▶ **Provided data**:
BEGIN
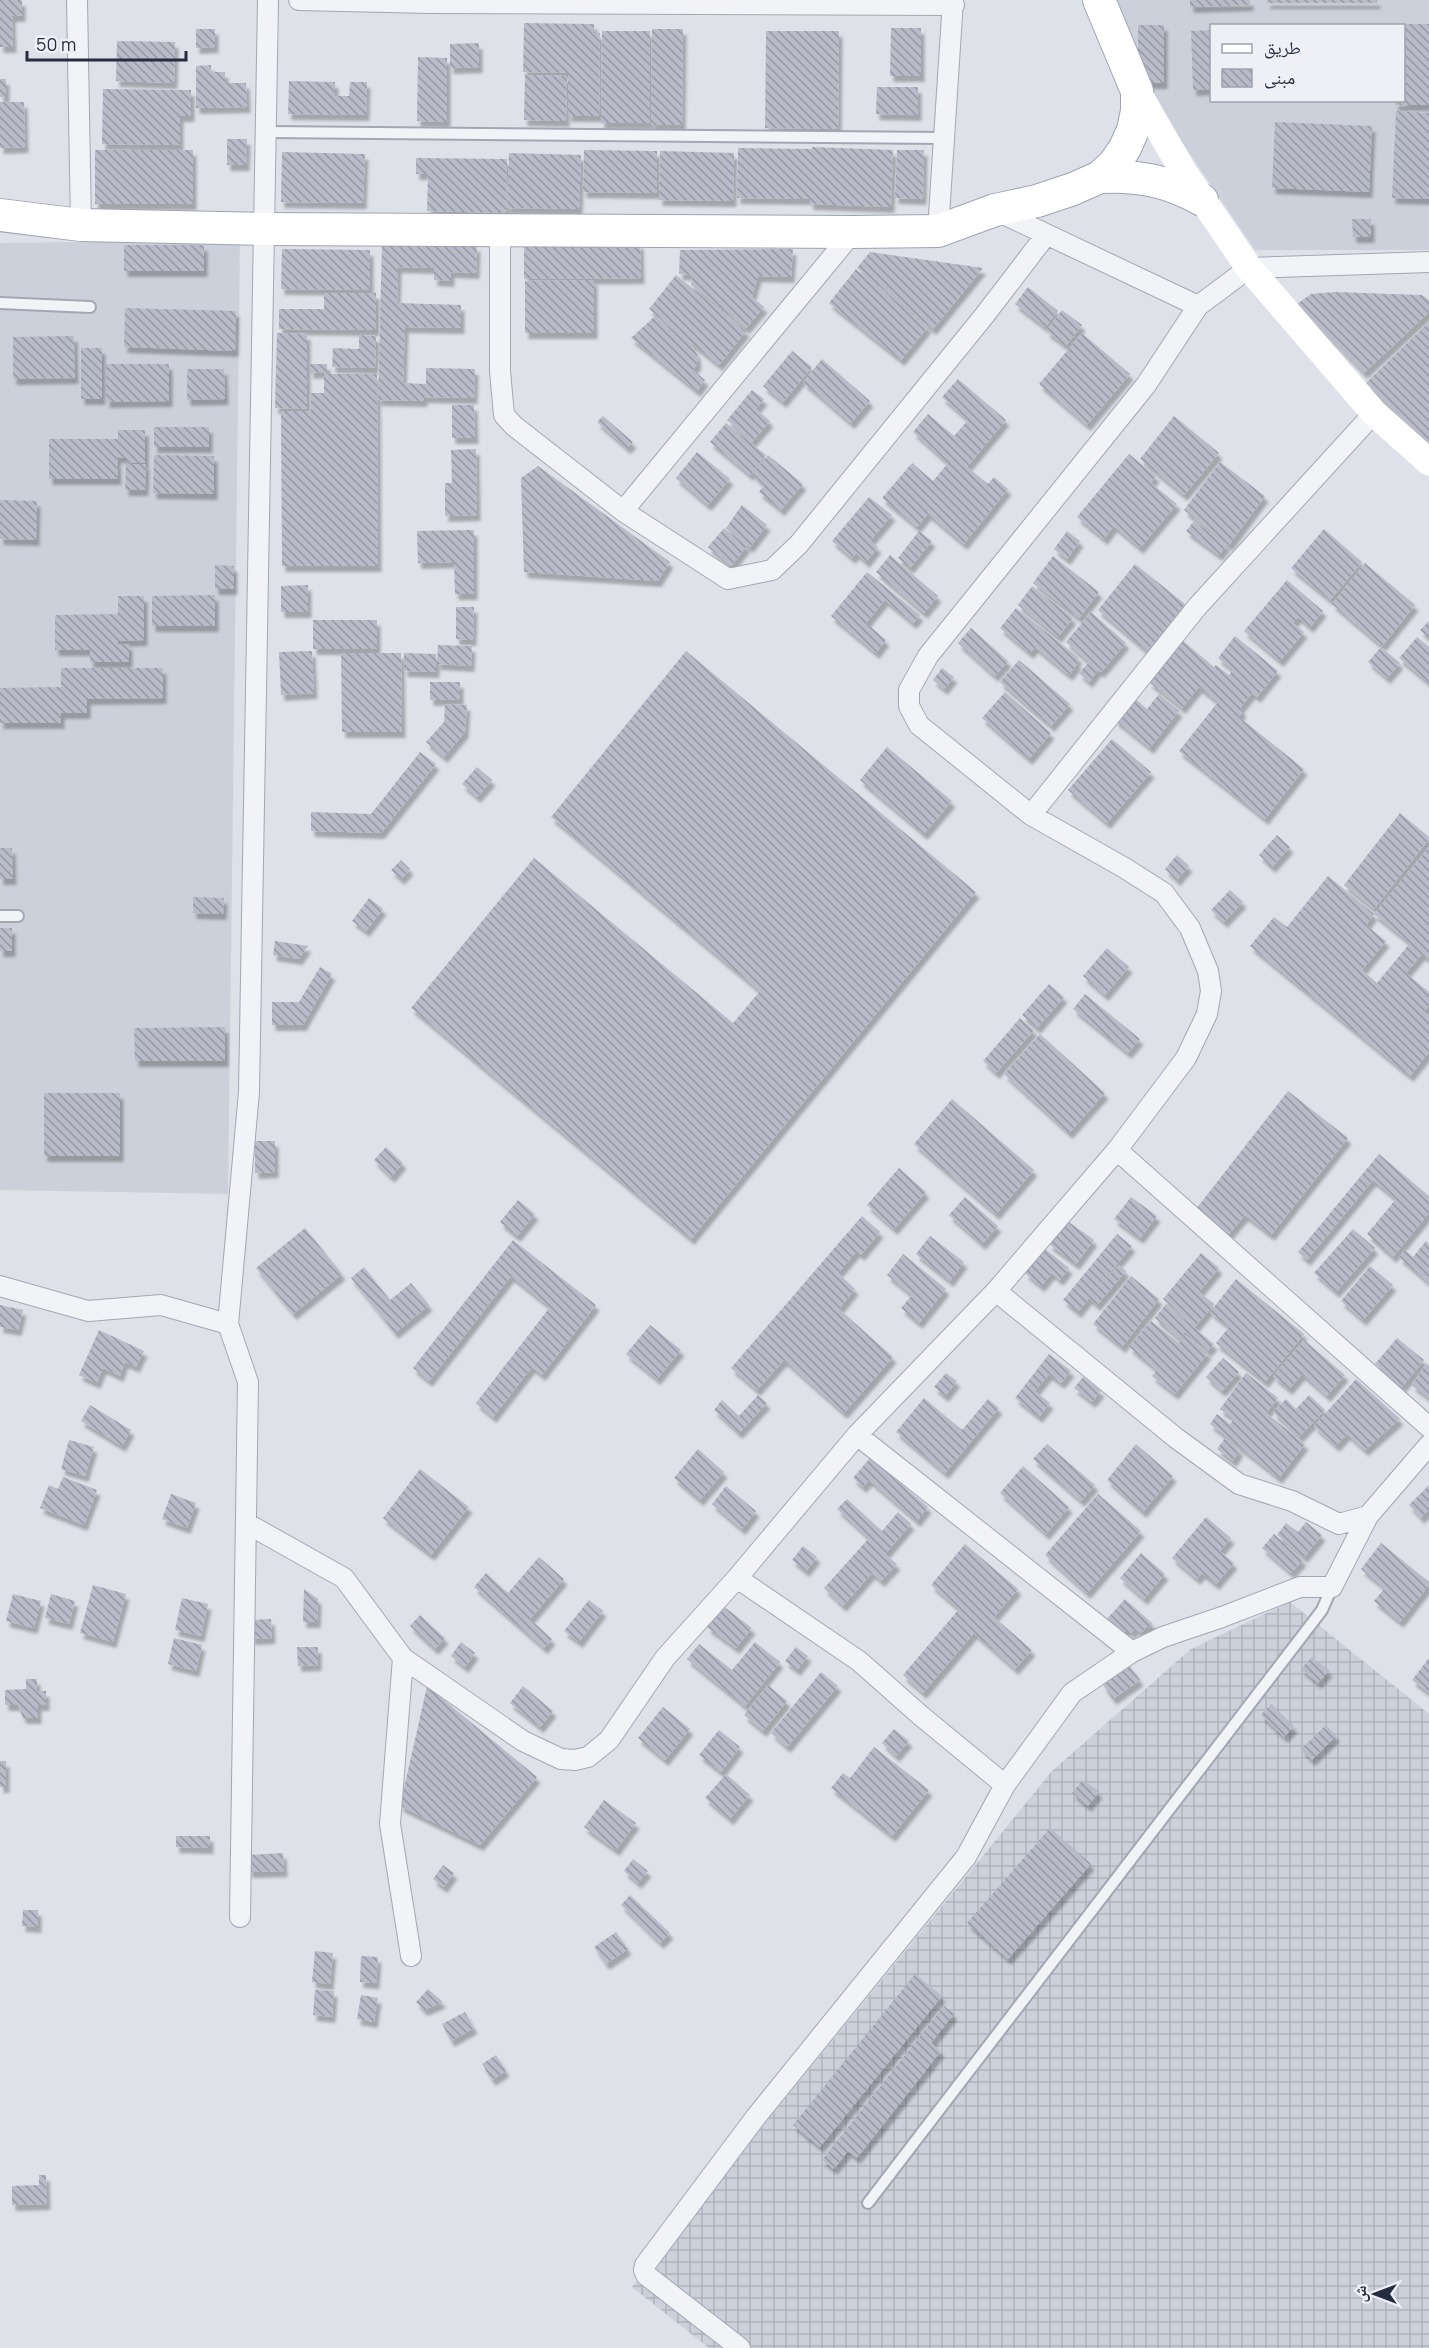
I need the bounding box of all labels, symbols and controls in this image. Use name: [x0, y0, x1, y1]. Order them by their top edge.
scale bar: [27, 24, 186, 62]
legend: [1210, 24, 1405, 102]
text: 50 m: [36, 32, 76, 56]
text: طريق: [1264, 35, 1301, 59]
text: مبنى: [1264, 65, 1295, 89]
north arrow: [1345, 2264, 1405, 2324]
text: ش: [1349, 2285, 1371, 2302]

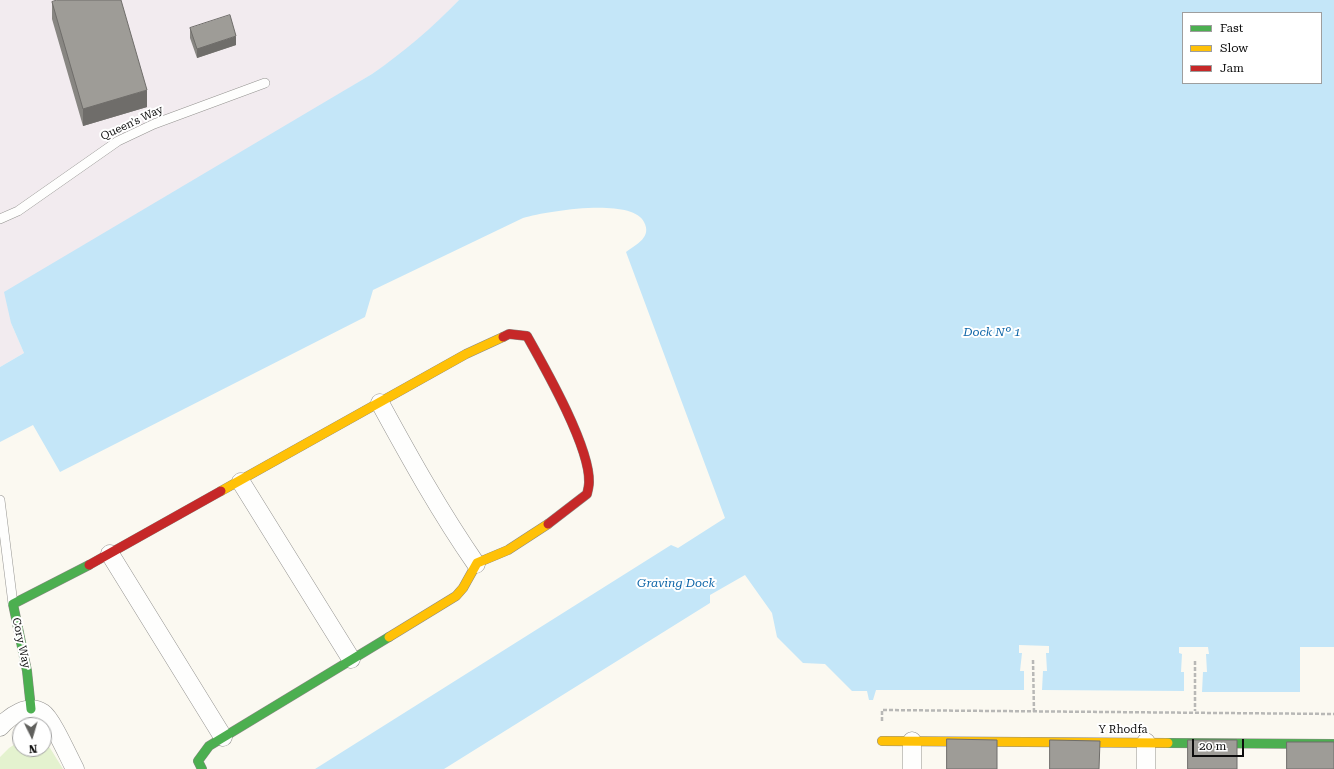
END
A word-for-word copy of the records is needed, one that contains no pictures.

▶ **Written reply**:
I need the bounding box of all labels, symbols and controls in this image. Use name: [x0, y0, x1, y1]. Order them by their top edge.
scale bar: [27, 24, 186, 62]
legend: [1210, 24, 1405, 102]
text: 50 m: [36, 32, 76, 56]
text: طريق: [1264, 35, 1301, 59]
text: مبنى: [1264, 65, 1295, 89]
north arrow: [1345, 2264, 1405, 2324]
text: ش: [1349, 2285, 1371, 2302]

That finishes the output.